• _Work task_: Each line in the entries that has the word "controls" has to be copied.

Saved data entries:
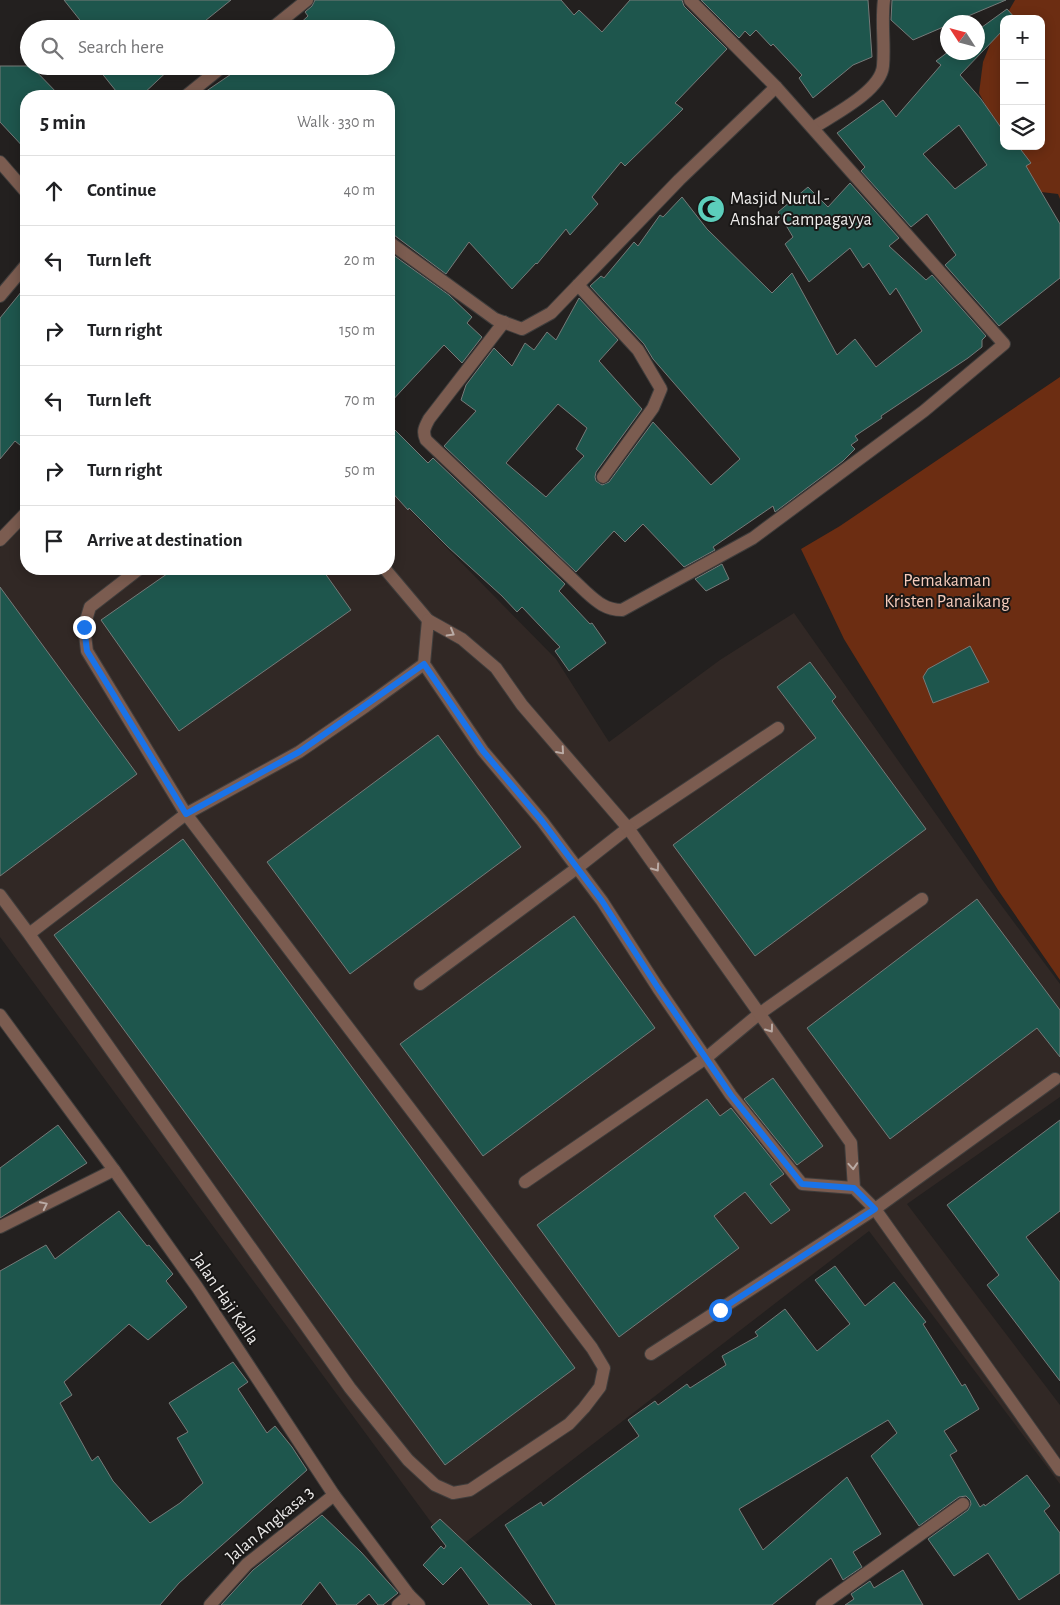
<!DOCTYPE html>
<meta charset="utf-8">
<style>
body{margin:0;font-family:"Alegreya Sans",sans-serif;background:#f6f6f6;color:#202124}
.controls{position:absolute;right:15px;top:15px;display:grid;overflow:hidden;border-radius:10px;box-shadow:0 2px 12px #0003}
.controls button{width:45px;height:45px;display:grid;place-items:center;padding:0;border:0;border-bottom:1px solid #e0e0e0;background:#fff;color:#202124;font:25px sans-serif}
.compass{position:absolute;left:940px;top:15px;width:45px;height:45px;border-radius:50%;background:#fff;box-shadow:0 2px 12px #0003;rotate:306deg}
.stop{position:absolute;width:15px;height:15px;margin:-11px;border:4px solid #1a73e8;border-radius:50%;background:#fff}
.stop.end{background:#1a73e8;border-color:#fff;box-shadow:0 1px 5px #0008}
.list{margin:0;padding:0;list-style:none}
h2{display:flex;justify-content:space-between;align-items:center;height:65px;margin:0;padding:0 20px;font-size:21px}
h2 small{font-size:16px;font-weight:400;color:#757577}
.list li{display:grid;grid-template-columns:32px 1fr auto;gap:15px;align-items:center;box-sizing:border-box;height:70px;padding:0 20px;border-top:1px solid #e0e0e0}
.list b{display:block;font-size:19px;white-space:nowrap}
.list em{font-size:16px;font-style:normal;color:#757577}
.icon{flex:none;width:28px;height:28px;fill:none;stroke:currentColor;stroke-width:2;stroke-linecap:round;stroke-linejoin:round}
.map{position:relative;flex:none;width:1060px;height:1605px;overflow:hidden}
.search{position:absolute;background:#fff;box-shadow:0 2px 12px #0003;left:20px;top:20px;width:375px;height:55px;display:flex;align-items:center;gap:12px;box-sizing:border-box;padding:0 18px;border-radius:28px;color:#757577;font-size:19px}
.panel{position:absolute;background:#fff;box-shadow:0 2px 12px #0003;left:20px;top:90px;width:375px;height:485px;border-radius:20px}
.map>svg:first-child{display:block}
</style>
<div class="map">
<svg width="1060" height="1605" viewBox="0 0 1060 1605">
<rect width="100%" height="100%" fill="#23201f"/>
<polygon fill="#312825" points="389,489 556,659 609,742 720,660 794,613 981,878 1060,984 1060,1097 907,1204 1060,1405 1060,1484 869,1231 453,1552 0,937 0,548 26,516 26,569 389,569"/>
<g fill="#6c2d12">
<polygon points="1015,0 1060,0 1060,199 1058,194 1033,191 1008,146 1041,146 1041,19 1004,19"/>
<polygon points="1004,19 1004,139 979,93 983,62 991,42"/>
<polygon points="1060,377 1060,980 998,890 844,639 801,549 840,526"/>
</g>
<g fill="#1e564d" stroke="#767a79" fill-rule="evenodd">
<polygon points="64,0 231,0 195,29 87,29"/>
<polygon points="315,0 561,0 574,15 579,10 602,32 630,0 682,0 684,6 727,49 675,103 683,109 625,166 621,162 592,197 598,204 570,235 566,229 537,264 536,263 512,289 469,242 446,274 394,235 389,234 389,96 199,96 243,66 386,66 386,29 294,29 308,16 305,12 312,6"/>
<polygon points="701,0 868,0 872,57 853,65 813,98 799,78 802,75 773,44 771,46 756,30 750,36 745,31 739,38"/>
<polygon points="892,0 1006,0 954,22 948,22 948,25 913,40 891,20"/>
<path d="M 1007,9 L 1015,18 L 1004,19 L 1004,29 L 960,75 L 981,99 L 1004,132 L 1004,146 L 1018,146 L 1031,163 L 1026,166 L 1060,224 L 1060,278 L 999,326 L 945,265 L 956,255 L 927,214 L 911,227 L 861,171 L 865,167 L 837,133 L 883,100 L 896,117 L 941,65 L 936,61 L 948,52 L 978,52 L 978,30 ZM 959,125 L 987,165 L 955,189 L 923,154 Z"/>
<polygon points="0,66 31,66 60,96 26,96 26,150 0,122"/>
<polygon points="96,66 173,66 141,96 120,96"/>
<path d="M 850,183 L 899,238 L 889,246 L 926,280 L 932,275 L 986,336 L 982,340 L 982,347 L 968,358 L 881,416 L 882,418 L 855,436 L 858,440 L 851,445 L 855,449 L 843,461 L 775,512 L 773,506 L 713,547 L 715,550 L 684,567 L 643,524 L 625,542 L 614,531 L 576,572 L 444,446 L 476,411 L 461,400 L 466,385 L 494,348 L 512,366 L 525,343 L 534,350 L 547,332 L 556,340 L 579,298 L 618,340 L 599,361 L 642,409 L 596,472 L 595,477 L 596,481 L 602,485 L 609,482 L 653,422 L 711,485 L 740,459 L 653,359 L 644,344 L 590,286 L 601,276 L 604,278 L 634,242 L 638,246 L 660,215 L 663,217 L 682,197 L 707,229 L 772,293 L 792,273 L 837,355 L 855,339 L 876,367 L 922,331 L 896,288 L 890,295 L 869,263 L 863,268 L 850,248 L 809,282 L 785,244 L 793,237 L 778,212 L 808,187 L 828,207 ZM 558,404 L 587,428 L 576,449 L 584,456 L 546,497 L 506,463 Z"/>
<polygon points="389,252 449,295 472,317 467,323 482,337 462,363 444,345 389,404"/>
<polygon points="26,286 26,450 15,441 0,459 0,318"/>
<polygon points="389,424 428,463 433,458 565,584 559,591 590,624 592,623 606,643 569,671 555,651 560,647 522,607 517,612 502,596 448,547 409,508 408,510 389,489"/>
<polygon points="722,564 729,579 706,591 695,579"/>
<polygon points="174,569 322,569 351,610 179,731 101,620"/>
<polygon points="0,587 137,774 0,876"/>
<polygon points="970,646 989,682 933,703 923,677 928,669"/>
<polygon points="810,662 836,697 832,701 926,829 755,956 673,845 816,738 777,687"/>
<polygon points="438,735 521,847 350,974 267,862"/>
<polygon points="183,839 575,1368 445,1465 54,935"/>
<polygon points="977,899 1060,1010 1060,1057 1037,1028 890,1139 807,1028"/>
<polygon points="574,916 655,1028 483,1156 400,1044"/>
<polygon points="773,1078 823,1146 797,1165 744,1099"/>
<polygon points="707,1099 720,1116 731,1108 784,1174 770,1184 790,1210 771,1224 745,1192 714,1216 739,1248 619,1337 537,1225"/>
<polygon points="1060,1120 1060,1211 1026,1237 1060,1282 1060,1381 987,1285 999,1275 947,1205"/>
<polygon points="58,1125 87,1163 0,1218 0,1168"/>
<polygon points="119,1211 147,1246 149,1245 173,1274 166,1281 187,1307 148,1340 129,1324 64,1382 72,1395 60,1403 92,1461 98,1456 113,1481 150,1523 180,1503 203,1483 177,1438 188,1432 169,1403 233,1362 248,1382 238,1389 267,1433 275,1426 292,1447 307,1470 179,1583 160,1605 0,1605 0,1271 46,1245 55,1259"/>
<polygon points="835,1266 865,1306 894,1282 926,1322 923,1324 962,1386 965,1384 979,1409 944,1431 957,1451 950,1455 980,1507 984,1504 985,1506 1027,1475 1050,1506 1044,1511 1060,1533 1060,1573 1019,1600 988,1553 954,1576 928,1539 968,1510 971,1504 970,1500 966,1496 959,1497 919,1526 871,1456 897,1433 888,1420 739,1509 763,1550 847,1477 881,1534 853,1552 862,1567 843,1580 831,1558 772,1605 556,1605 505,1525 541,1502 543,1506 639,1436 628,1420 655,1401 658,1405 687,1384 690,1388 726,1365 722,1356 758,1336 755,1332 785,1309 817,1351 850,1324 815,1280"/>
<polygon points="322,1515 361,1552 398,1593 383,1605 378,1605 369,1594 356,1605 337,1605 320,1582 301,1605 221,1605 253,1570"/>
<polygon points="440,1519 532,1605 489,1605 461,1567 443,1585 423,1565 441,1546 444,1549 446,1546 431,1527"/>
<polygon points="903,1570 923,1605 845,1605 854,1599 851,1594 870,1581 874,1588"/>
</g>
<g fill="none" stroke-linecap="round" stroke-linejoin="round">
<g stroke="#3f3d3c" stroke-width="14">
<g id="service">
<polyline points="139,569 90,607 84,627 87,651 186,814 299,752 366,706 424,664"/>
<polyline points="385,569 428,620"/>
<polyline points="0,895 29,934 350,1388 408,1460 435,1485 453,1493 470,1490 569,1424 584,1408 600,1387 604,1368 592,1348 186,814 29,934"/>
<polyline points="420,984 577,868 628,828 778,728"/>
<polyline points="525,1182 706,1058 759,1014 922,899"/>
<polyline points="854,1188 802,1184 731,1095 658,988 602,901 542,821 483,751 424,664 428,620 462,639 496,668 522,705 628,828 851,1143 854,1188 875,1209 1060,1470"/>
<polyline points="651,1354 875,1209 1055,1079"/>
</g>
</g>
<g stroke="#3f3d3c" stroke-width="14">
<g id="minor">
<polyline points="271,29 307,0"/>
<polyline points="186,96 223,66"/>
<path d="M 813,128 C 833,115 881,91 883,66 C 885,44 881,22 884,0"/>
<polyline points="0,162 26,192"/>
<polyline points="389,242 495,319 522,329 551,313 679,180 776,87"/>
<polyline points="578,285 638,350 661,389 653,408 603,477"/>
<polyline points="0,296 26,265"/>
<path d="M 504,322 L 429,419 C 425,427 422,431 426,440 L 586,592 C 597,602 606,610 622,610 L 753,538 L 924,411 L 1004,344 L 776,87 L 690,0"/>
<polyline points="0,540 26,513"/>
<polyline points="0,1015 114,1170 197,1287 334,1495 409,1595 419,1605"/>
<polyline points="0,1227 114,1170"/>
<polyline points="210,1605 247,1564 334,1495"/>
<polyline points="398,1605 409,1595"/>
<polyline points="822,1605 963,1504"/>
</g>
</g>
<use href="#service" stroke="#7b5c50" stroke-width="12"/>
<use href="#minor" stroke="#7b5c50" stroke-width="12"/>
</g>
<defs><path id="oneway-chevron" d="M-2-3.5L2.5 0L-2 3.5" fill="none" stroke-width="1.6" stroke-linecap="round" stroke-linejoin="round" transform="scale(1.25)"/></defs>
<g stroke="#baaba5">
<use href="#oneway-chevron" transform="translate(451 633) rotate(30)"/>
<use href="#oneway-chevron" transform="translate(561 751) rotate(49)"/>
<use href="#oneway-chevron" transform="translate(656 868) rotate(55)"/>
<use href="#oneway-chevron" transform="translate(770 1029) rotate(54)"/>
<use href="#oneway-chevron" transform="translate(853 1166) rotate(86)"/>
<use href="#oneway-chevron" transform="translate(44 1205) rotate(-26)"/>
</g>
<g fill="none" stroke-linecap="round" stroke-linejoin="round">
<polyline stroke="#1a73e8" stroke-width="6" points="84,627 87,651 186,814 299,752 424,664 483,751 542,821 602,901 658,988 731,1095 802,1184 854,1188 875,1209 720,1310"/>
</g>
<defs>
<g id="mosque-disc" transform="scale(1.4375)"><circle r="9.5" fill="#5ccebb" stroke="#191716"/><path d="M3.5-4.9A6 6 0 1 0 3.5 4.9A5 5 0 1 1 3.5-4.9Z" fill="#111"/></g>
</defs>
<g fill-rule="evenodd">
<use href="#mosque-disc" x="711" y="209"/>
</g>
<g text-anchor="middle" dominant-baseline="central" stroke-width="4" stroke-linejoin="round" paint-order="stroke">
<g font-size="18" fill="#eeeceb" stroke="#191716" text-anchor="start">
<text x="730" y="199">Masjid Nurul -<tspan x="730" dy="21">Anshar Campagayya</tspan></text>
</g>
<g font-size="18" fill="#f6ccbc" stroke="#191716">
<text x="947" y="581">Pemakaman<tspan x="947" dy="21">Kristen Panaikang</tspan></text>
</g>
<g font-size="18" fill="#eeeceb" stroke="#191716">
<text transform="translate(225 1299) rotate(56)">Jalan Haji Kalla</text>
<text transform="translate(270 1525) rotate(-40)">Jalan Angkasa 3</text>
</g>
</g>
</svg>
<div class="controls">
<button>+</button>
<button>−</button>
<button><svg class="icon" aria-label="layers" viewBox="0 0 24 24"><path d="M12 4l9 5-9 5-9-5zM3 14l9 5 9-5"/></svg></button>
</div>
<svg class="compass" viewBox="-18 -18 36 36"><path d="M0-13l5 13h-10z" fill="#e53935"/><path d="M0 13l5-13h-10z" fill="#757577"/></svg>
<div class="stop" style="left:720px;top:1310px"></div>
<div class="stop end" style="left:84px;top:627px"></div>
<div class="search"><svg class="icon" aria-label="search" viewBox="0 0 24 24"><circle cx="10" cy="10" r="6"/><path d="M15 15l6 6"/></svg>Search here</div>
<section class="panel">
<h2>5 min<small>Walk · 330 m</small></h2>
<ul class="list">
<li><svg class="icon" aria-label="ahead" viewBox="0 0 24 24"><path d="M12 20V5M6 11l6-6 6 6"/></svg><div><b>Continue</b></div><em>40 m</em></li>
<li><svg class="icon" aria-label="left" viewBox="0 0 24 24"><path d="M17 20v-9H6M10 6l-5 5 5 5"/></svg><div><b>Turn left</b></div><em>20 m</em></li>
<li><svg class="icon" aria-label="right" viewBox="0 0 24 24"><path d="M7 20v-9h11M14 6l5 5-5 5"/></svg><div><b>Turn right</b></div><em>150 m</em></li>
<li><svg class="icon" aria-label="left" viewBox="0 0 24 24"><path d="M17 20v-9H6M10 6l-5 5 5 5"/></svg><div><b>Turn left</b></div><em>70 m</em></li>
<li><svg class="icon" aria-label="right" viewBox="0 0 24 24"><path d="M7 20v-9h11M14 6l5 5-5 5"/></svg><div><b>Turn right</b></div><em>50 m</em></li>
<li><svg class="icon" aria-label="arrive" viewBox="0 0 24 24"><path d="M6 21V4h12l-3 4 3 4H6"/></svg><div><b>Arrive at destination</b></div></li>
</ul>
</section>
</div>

• _Completed exercise_:
.controls{position:absolute;right:15px;top:15px;display:grid;overflow:hidden;border-radius:10px;box-shadow:0 2px 12px #0003}
.controls button{width:45px;height:45px;display:grid;place-items:center;padding:0;border:0;border-bottom:1px solid #e0e0e0;background:#fff;color:#202124;font:25px sans-serif}
<div class="controls">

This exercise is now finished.